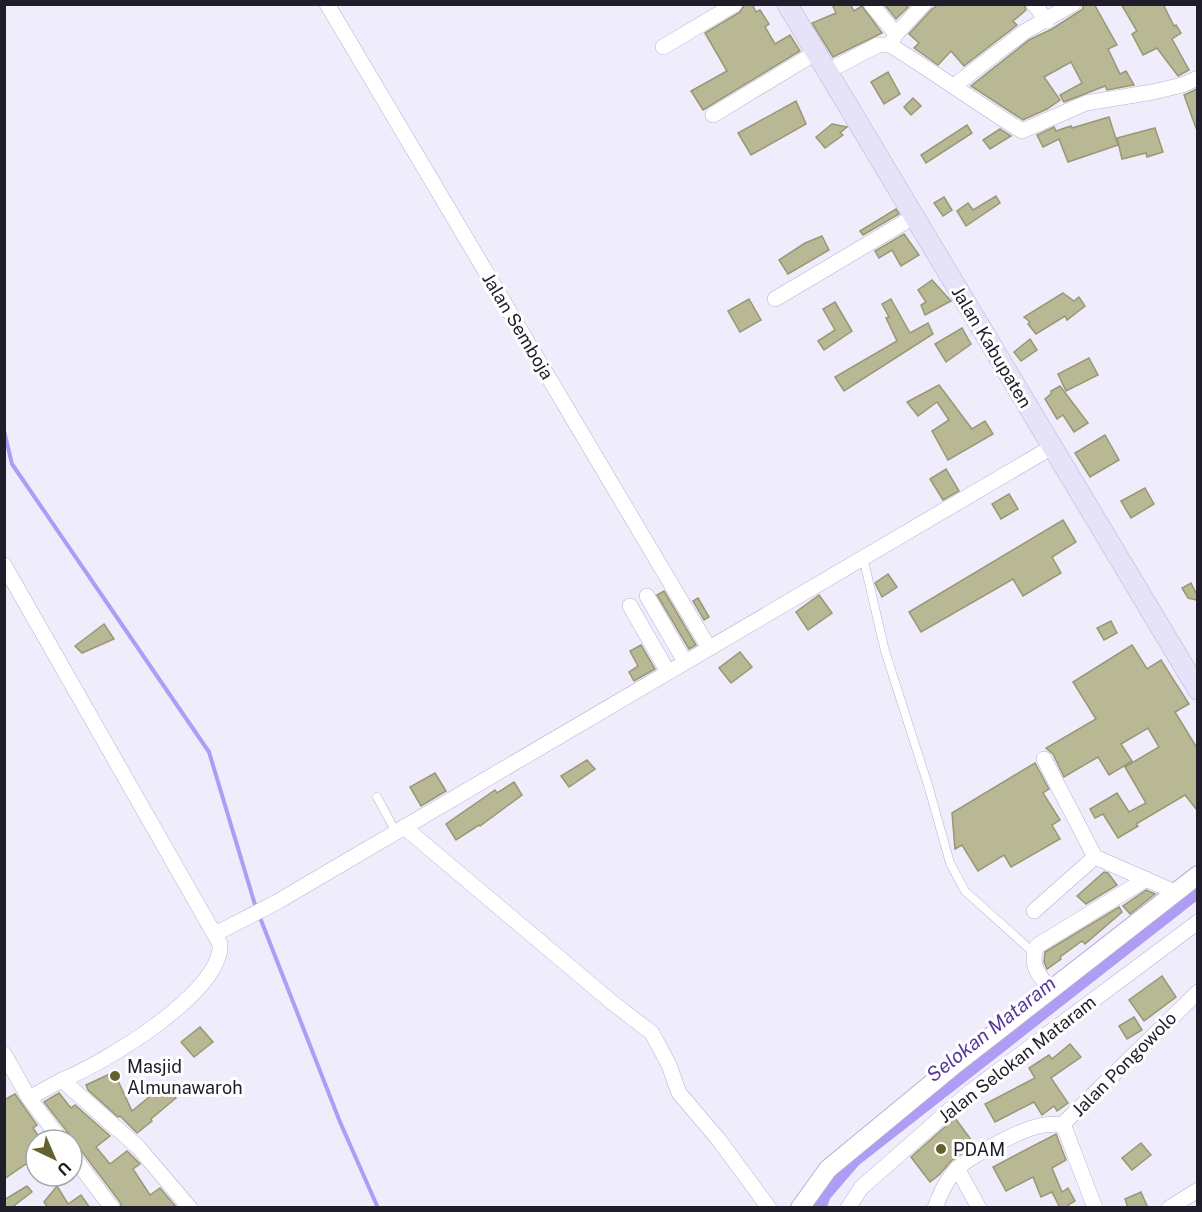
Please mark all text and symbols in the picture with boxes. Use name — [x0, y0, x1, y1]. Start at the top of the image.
street label: Jalan Semboja — [478, 269, 558, 383]
street label: Jalan Kabupaten — [947, 282, 1037, 412]
water label: Selokan Mataram — [922, 971, 1060, 1087]
street label: Jalan Selokan Mataram — [934, 991, 1100, 1127]
street label: Jalan Pongowolo — [1067, 1007, 1181, 1121]
place label: Masjid Almunawaroh — [127, 1056, 243, 1098]
marker: Masjid Almunawaroh — [108, 1069, 122, 1083]
north arrow — [24, 1128, 84, 1188]
place label: PDAM — [953, 1139, 1005, 1160]
marker: PDAM — [934, 1142, 948, 1156]
text: U — [53, 1158, 75, 1179]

* [EXERCISE INSTRUCTIONS]
Would you return all of the data above word for word, omitting every picture?

* [RESPONSE TO THIS TASK]
Please mark all text and symbols in the picture with boxes. Use name — [x0, y0, x1, y1]. Start at the top of the image.
street label: Jalan Semboja — [478, 269, 558, 383]
street label: Jalan Kabupaten — [947, 282, 1037, 412]
water label: Selokan Mataram — [922, 971, 1060, 1087]
street label: Jalan Selokan Mataram — [934, 991, 1100, 1127]
street label: Jalan Pongowolo — [1067, 1007, 1181, 1121]
place label: Masjid Almunawaroh — [127, 1056, 243, 1098]
marker: Masjid Almunawaroh — [108, 1069, 122, 1083]
north arrow — [24, 1128, 84, 1188]
place label: PDAM — [953, 1139, 1005, 1160]
marker: PDAM — [934, 1142, 948, 1156]
text: U — [53, 1158, 75, 1179]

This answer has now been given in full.